The move came after a group of lawyers and doctors, including lawyers from Human Rights Watch, revealed that hundreds of children in Border Patrol facilities had been left to care for themselves in overcrowded cells. They didn’t have access to showers, clean clothes, or even enough food. Many slept on concrete floors and didn’t have enough blankets to protect them from the frigid air conditioning. Many of them had been separated from parents and other adult caregivers.

Our advocacy, including first-hand reporting from the facility, helped ignite the public outcry that led to the decision to remove children from these unacceptable conditions. 

Nearly 100 children were shortly afterwards returned to the Clint Border Patrol station, though most of these children were also eventually moved to Health and Human Services facilities. 

Soon afterwards, Human Rights Watch senior researcher Clara Long testified before the House Oversight Committee, sharing her first-hand account of what she had witnessed. 

Detention does children lasting harm, and children should not be held in immigration detention. 

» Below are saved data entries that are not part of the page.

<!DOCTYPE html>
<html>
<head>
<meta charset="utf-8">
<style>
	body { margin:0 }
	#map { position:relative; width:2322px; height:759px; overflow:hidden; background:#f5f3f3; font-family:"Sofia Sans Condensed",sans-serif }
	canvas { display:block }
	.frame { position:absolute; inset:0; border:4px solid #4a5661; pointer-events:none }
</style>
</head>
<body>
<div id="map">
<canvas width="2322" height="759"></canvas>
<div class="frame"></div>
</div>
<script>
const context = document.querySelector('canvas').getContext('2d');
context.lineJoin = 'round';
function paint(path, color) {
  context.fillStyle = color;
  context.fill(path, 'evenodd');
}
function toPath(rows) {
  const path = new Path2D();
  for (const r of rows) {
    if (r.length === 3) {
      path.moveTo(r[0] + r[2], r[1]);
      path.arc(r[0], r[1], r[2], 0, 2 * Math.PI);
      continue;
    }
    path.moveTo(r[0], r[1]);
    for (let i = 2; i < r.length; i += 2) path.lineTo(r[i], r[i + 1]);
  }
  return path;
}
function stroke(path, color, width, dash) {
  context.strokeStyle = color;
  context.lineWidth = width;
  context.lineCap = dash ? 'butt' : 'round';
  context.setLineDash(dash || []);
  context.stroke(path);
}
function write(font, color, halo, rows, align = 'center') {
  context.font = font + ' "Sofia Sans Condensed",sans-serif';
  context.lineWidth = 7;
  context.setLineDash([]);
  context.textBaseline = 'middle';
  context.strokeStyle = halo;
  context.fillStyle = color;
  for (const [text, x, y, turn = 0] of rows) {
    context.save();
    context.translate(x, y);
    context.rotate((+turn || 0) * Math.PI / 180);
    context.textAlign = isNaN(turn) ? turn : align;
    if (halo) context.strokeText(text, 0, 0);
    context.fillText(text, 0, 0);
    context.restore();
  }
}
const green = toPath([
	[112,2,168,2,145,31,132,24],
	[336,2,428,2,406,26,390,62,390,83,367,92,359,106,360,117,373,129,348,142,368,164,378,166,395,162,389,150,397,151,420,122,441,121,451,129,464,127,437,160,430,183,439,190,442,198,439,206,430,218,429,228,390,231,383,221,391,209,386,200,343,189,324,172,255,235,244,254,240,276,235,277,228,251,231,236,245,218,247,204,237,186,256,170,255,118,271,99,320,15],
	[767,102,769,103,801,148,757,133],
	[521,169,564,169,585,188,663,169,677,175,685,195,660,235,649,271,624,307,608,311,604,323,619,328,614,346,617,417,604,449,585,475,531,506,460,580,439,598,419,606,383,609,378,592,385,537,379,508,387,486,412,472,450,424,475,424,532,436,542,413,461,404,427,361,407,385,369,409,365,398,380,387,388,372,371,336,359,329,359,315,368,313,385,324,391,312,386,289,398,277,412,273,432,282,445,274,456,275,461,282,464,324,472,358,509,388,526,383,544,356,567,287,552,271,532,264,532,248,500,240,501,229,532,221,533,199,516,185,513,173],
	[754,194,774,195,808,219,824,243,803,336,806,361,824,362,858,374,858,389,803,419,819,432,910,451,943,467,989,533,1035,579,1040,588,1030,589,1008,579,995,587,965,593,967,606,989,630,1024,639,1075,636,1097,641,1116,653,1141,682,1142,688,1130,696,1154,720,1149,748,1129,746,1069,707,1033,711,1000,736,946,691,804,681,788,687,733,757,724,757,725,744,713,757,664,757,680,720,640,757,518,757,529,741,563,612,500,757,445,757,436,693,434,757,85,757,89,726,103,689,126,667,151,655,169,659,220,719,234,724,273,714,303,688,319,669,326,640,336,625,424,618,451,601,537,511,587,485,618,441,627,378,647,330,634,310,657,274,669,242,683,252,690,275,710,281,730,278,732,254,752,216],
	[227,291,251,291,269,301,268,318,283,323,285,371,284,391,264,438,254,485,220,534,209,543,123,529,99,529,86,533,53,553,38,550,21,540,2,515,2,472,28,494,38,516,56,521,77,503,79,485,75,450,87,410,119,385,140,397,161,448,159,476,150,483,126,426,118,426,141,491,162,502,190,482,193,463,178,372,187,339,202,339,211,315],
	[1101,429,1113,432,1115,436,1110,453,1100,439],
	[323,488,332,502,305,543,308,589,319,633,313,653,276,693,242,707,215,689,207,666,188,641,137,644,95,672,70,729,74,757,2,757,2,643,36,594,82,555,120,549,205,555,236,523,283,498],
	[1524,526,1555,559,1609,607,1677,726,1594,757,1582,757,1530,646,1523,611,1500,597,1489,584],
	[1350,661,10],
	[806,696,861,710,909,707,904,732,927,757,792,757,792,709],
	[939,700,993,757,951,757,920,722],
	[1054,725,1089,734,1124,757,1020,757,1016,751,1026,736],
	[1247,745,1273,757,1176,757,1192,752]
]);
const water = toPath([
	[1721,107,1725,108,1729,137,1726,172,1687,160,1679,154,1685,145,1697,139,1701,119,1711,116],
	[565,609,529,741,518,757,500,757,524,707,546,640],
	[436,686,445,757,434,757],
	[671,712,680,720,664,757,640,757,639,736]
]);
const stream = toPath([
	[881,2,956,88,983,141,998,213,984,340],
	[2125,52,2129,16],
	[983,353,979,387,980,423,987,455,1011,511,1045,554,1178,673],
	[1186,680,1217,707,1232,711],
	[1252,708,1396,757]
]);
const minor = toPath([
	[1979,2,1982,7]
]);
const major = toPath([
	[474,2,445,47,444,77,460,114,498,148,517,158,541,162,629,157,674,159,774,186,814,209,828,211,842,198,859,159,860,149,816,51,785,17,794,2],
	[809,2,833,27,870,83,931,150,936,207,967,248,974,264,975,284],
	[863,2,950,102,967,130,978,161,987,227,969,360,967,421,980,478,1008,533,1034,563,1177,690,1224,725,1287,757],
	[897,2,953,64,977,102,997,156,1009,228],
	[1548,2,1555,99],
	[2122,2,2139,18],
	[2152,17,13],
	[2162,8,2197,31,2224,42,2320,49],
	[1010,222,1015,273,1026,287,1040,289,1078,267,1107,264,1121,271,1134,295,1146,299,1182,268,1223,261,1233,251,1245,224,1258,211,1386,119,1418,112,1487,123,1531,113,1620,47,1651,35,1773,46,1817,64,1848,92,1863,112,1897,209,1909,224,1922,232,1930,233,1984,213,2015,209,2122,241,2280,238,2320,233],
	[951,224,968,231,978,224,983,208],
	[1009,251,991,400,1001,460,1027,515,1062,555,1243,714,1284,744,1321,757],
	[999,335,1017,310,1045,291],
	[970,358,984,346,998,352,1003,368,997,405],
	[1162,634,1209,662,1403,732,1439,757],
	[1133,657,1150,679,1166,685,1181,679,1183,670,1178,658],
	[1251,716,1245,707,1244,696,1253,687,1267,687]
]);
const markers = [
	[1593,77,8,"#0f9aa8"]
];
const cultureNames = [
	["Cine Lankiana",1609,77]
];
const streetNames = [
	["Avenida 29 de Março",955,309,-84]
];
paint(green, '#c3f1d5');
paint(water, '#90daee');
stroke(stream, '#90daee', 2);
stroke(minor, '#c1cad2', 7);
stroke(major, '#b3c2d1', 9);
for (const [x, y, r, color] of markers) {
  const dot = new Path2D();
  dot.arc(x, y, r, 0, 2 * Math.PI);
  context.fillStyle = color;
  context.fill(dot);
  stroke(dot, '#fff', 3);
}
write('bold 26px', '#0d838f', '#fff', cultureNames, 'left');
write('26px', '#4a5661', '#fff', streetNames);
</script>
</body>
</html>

Human Rights Watch will continue to shed light on how children and adults are treated in immigration detention and by the immigration system more generally. We will also continue pressing the US government to release all children from detention. Many children in immigration detention have parents or other relatives in the US who are willing to take care of them. In placing children with these relatives wherever appropriate, the US would help protect children’s rights, and children would avoid the harm incurred in detention.